Der Angriff der britischen Royal Air Force dauerte nur 20 Minuten und am Ende war die Würzburger Altstadt zu 90% zerstört. Zusammen mit Dresden gehört die Bischofs- und Universitätsstadt, in der Wilhelm Conrad Röntgen 1895 die nach ihm benannten Strahlen entdeckte, zu den am meisten zerstörten deutschen Städten. 256 Spreng- und über 300.000 Brandbomben entfachten einen orkanartigen Feuersturm mit Temperaturen von bis zu 2.000 °C, dem bis zu 5.000 Menschen zum Opfer fielen. Noch in 200 Kilometern Entfernung konnte man den Feuerschein der brennenden Stadt sehen. Nach dem Krieg gab es Pläne, Würzburg einige Kilometer entfernt wieder aufzubauen und die Ruinen („Grab am Main“) als ein Mahnmal gegen Krieg und Gewaltherrschaft zu konservieren.

Würzburg vor dem Krieg

Vor der Zerstörung galt Würzburg als eine der schönsten Städte des Alten Reiches. Drei romantisierende Stimmen aus der Zwischenkriegszeit, die nach dem 16. März 1945 noch einmal ganz anders klingen:

„Würzburg macht den Eindruck einer Gotik, die voll höchster Lebenslust ist. Die schiefen Gassen der Stadt liegen zwar völlig im Schatten der Kirchen und Erker, aber der Main ist so silberhell, dass er auch Licht in die schattigsten Winkel hineinbringt. Dazu leuchten die Rebenhügel […] über den Ufern und die Sonne blitzt durch die leichte Feuchtigkeit der alten Gassen […]. Der Weihrauch, der aus den Portalen der Kirchen und Kapellen dringt, vereinigt sich mit der Luft, die von den umblauten Weinbergen herunterweht. […] Besonders am Abend versinkt Würzburg unter den blauen Schatten der Dächer und Kirchen in einer zarten Luft von Frömmigkeit. […] Es liegt da mit dem ganzen katholischen Charme seines Wesens. Mit der Atmosphäre seiner Kirchen, seiner Gassen, seiner Madonnen […] ist Würzburg für das katholische Weltgefühl ein heiterer und schöner Spiegel.“ (Kasimir Edschmid, 1933).
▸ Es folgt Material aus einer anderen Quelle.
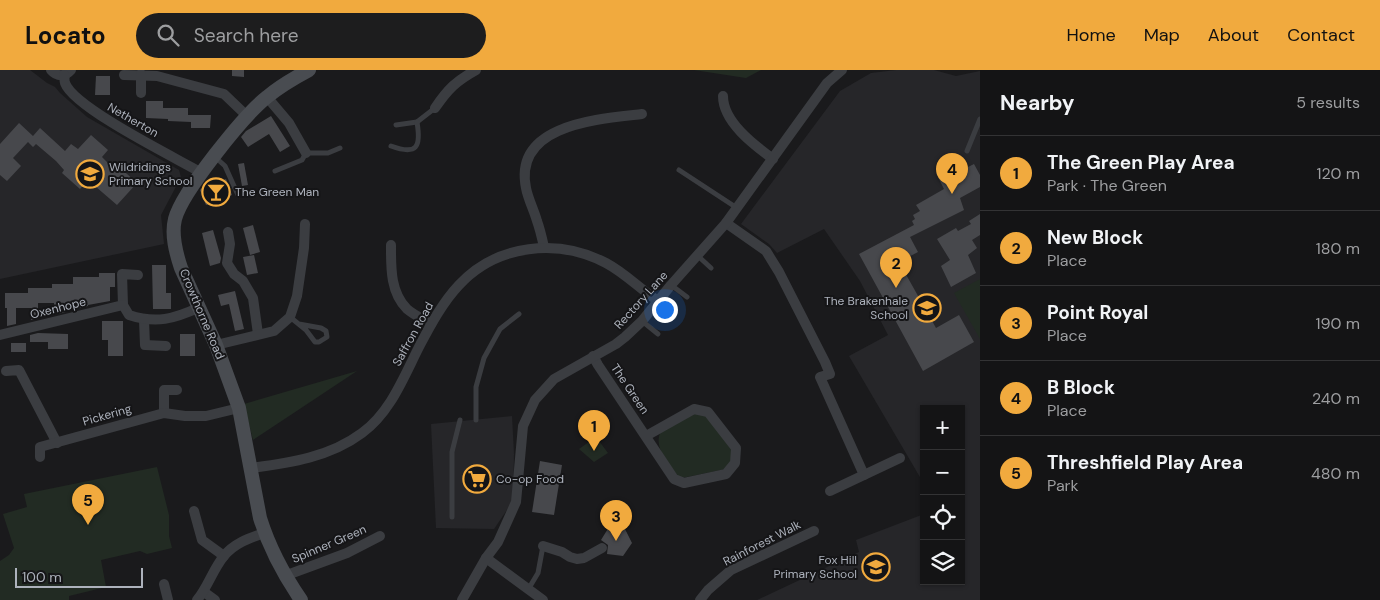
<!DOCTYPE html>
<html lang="en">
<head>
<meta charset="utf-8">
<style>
  body { margin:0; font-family:"DM Sans",sans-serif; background:#1d1d1e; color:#f1f3f6 }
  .controls { position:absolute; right:15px; bottom:15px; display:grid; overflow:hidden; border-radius:0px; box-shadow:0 1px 4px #0004 }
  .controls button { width:45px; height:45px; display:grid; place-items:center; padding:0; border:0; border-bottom:1px solid #333334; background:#141415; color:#f1f3f6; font:25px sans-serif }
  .scale { position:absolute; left:15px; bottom:12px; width:128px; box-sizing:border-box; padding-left:5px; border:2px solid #adb2bc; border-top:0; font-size:14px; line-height:18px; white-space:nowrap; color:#adb2bc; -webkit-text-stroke:4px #151517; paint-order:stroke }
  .you { position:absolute; left:664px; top:239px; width:18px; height:18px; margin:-12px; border:4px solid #fff; border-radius:50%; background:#1a73e8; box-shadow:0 0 0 8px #1a73e833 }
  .badge { display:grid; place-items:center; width:32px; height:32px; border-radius:50%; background:#f1aa3e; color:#111; font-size:16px; font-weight:700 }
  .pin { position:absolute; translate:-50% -41px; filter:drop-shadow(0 1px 2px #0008) }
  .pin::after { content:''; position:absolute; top:26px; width:18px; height:15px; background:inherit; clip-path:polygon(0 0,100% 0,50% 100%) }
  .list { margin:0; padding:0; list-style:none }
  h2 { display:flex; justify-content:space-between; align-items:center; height:65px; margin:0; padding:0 20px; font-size:21px }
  h2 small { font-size:16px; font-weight:400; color:#9d9ea0 }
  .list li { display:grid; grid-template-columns:32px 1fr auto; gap:15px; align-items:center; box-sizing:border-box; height:75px; padding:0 20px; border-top:1px solid #333334 }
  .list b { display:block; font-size:19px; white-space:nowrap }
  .list p { margin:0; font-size:16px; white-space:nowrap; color:#9d9ea0 }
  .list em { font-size:16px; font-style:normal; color:#9d9ea0 }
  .icon { flex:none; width:28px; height:28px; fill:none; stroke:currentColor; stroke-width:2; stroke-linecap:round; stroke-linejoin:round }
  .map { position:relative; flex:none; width:980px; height:530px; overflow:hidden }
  header { display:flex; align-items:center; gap:30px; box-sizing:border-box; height:70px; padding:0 25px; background:#f1aa3e; color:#111 }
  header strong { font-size:24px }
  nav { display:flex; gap:28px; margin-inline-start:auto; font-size:18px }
  .search { width:350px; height:45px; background:#1d1d1e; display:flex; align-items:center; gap:12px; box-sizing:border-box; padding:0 18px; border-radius:28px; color:#9d9ea0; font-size:19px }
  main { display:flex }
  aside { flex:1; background:#141415 }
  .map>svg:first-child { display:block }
  .built { fill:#262629 }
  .green { fill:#222b23 }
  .building { fill:#47484c }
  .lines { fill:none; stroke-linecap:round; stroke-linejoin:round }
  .lane { stroke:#3b3d41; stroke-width:5 }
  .street { stroke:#3b3d41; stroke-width:10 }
  .secondary { stroke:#494c51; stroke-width:14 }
  .labels { text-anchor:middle; stroke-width:4; stroke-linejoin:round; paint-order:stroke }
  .street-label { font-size:12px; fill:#adb2bc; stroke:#151517 }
  .poi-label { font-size:12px; fill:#adb2bc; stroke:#151517; text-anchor:start }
</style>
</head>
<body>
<header>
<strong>Locato</strong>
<div class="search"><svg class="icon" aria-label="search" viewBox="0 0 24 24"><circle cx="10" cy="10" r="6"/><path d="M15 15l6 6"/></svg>Search here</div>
<nav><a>Home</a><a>Map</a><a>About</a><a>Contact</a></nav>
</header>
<main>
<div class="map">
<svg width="980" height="530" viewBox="0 0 980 530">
  <rect width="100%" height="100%" fill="#1a1a1c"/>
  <!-- built -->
  <g class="built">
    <polygon points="0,0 30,0 47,13 55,17 60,23 87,47 179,100 181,107 161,145 164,174 0,209"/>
    <polygon points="896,0 934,0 956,6 980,1 980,530 757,530 859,482 856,470 924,444 924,511 961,511 961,339 924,339 924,414 849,286 888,265 860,211 824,159 777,183 769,174 741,154 840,21 871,3"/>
    <polygon points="512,346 514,384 513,431 494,459 436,458 431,354"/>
  </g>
  <!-- green -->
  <g class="green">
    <polygon points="694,0 761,0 746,8"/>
    <polygon points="980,209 980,269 954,223"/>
    <polygon points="357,301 253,370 244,334"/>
    <path d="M704 342 732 376 734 392 726 399 682 408 678 406C669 393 654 379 660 363L690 344Z"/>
    <polygon points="596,367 608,383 594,392 579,379"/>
    <polygon points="157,397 169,445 169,466 172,478 147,484 140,481 101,490 106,517 69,526 69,530 0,530 0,491 9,485 14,478 3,444 27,437 24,424"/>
  </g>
  <!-- building -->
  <g class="building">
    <polygon points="232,0 244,0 244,7 232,6"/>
    <polygon points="96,6 110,6 110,25 95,25"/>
    <polygon points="146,31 163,31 163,38 188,38 188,45 211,45 210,58 191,58 191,52 168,51 168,49 146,48"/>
    <polygon points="271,46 290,76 280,82 269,64 248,77 241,67 246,61"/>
    <polygon points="19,53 33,66 40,58 65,81 71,74 78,79 91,65 108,80 102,87 113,98 116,94 137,113 117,135 88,110 80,119 62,103 64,100 56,91 36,74 33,77 28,72 13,88 21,96 7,111 0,105 0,74"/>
    <polygon points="963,89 968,97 974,94 980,105 980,117 960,128 964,140 910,167 918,182 899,192 936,258 959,245 974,272 923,301 859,184 914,155 912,151 915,149 913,145 920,141 916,135 944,119 936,103"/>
    <polygon points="244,93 248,115 242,116 238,94"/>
    <polygon points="226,109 232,125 206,135 200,120 202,118"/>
    <polygon points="980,144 980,165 972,170 977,178 968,185 976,203 951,217 941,196 950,190 937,169 956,158 958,161 971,154 969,151"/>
    <polygon points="253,155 260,182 250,185 243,158"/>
    <polygon points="213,160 221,188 220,193 210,196 202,163"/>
    <polygon points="254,185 258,203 247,205 243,187"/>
    <polygon points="152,195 166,195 166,223 171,223 171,239 153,239"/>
    <polygon points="99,203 115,203 115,217 110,217 110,231 88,235 88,236 76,239 66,239 66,242 58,244 54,244 54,233 38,233 38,249 31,250 31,238 16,238 16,254 7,256 7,238 5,238 5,223 28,223 28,218 52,218 52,214 73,214 73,207 99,207"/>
    <polygon points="235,221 244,259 235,261 229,234 221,236 218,225"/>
    <polygon points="102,251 123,251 123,286 108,286 108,270 102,270"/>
    <polygon points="38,263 68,264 68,279 48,279 48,272 30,272 30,265"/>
    <rect x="180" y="264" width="15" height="22"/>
    <rect x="11" y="273" width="15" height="9"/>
    <polygon points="540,391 562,395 554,445 532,442"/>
    <polygon points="609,457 625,459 632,473 623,486 607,484 608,475 601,470"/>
  </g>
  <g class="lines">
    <!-- lane -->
    <g class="lane">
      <polyline points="396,55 417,52 435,38"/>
      <path d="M391 76C418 86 421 76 417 52"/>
      <polyline points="967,81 980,49"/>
      <polyline points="215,87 225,96 238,125"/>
      <polyline points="679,100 737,138"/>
      <polyline points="275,101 302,90 306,83 328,83 340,78"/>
      <polyline points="698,186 711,198"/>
      <polyline points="671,215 687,227"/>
      <polyline points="659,231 674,247"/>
      <polyline points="290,247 306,260 315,272 319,272 327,267 326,261 321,258 299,254"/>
      <polyline points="642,251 658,264"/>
      <polyline points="476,350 476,317 484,288 500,259 519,244"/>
      <polyline points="452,447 452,382 460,350"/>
      <polyline points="529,518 538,503 543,476"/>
    </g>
    <!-- street -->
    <g class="street">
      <path d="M51 0C57 7 65 7 71 0"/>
      <path d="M64 5C65 8 64 10 65 13 74 38 176 88 202 103"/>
      <polyline points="124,5 157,6 224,24 247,46"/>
      <polyline points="141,23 141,4"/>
      <path d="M723 26C723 52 754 75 773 89"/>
      <polyline points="267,27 289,53 306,83"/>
      <path d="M435 38C448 19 456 11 476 0"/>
      <polyline points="726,153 766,181 779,202 825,292 830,304 820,307 864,405"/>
      <polyline points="228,162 230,174 227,193 234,204 243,211 253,228 258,264"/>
      <path d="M391 175C391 197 390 222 407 239 414 245 423 249 431 254"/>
      <path d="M544 177C542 168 540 159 537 151 534 140 528 129 526 118 513 54 599 49 642 44"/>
      <polyline points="123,235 122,204 138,205"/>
      <polyline points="144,250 145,275 166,276"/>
      <path d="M0 265 123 235 129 245C156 254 174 249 200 237"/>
      <polyline points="216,275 274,261 290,247 297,226 304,178 305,154"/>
      <polyline points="593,286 598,295 674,409 684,413 726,404 735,393 736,378 708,342 694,339 646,366"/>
      <polyline points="6,301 19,300 57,373"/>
      <polyline points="164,343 164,320 177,320"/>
      <polyline points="40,387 40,377 164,343 185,346 206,346 239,338"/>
      <path d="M251 398C290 393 330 387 362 363 391 342 404 306 420 275 431 254 443 232 459 215 497 174 558 168 606 193 625 203 640 219 658 231"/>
      <polyline points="830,421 900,388"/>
      <polyline points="194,441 202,470 224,486"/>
      <polyline points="543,476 562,482 570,487 577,489 584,488 602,478"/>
      <polyline points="486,488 543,530"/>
      <polyline points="287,505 347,483 380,466"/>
      <polyline points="164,514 168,530"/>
      <polyline points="204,522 215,530"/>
      <path d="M197 530C208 517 213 499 224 486 234 473 250 468 264 463"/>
      <polyline points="462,530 486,488 498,472 516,432 523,356 535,330 554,309 616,274 625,267 642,251 671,215 726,153 827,13 842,0"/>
      <polyline points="700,530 708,520 731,500 814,461"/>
    </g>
    <!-- secondary -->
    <path class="secondary" d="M301 530C284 505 269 477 260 448L239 338 216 275 181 198C176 183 171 165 175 149 182 122 244 45 267 27 280 16 294 8 309 0"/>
  </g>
  <!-- icons -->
  <defs>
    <g id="school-ring" transform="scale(1.4375)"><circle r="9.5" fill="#151517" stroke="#f1aa3e" stroke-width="1.5"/><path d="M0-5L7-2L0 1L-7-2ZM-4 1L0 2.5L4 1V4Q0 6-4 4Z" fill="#f1aa3e"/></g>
    <g id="bar-ring" transform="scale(1.4375)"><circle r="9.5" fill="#151517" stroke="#f1aa3e" stroke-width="1.5"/><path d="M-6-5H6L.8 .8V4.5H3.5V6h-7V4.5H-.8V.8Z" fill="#f1aa3e"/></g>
    <g id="supermarket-ring" transform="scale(1.4375)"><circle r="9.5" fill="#151517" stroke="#f1aa3e" stroke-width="1.5"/><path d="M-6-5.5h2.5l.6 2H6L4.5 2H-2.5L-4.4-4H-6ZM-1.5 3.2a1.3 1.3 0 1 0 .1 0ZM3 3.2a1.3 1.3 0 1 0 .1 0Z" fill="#f1aa3e"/></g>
  </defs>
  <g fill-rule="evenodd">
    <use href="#school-ring" x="90" y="104"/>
    <use href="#bar-ring" x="216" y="122"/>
    <use href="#school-ring" x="927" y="238"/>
    <use href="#supermarket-ring" x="477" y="409"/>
    <use href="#school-ring" x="876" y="497"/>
  </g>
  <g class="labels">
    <!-- street labels -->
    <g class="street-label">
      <text transform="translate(133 50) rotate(30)" y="4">Netherton</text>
      <text transform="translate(641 230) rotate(-48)" y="4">Rectory Lane</text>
      <text transform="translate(58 238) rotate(-14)" y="4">Oxenhope</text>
      <text transform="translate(202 244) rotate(67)" y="4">Crowthorne Road</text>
      <text transform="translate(413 264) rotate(-61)" y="4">Saffron Road</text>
      <text transform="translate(630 319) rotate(56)" y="4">The Green</text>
      <text transform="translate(107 345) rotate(-16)" y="4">Pickering</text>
      <text transform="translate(762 473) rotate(-27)" y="4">Rainforest Walk</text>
      <text transform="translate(329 474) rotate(-23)" y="4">Spinner Green</text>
    </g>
    <!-- poi labels -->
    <g class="poi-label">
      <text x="109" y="101">Wildridings<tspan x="109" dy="14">Primary School</tspan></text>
      <text x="235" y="126">The Green Man</text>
      <text x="908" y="235" text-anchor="end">The Brakenhale<tspan x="908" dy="14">School</tspan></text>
      <text x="496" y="413">Co-op Food</text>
      <text x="857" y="494" text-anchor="end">Fox Hill<tspan x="857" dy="14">Primary School</tspan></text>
    </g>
  </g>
</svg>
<div class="controls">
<button>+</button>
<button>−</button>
<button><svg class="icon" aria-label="locate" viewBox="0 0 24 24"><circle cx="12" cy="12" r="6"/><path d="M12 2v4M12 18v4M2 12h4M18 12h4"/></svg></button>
<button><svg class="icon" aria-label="layers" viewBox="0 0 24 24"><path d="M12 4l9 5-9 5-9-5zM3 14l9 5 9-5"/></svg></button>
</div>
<div class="scale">100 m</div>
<div class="you"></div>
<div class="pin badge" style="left:594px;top:381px">1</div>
<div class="pin badge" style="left:896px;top:218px">2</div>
<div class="pin badge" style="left:616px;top:471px">3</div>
<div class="pin badge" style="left:952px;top:124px">4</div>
<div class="pin badge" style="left:88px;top:455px">5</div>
</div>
<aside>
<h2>Nearby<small>5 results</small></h2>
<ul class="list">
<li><span class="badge">1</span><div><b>The Green Play Area</b><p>Park · The Green</p></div><em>120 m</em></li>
<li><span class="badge">2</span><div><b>New Block</b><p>Place</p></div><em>180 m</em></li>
<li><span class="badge">3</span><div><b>Point Royal</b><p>Place</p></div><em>190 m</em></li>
<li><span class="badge">4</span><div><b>B Block</b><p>Place</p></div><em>240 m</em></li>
<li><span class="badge">5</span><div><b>Threshfield Play Area</b><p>Park</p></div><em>480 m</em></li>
</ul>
</aside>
</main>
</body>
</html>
Herrmann Hesse schreibt nach einem kurzen Aufenthalt:

„[Es] riecht hier überall froh und ahnungsvoll nach Brot und Käse, nach Wurst und Fischen […], aus offenen Ladentüren duftet es zart nach Kaffee und Tabak, aus offenen Kellertüren nach Fässern und Wein, aus offenen Kirchentüren nach Weihrauch – es geht hier nicht nordisch, protestantisch und abstrakt zu, sondern durchaus südlich, katholisch, wohltemperiert. Weder hungrige Askese herrscht hier noch gierige Vergnügungssucht, sondern harmonische Lebensfreude. […] Langsam durchwanderte ich die Gassen und Plätze […]. Gotische Kirchen langten mit dünnen eleganten Turmspitzen in den lichten Morgenhimmel, reiche schmucke Bürgerhäuser der alten Zeit standen am Weg, machten wohlhabende Gesichter und hielten sehr auf sich, über schattigen Brunnen turnten lebensfrohe, schwungvolle Gruppen von Barockfiguren ins Blaue hinauf. Und in mancher Gasse stand beinah über jeder Haustür […] irgendeine Muttergottes. […] In ihrem Schatten und Schutz lebte diese vergnügte Stadt, in ihrem frohen […] Schatten lebte und atmete auch ich einen sonnigen Reisetag lang.“ (Hermann Hesse, 1928).

Und eine dritte Stimme:

„Schön und offen bietet sich die Stadt von oben, von der Höhe der Festung […]. […] Würzburg ist fröhlich. Es gehört zu jenen Städten, deren bloßer Name die Vorstellung strahlender Heiterkeit erweckt und das Herz rascher schlagen lässt. Je heißer der Tag, je leuchtender die Sonne, je blauer der Himmel, je stärker die Kontraste von Licht und Schatten, desto feiner wird der farbige Eindruck. Dann […] wird uns bewusst, um wieviel südlicher Würzburg wirkt, als der Breitengrad erwarten ließe, an dem es liegt. […] Wer einmal in Würzburg war, der kommt von selbst immer wieder.“ (Josef Hofmiller, 1928).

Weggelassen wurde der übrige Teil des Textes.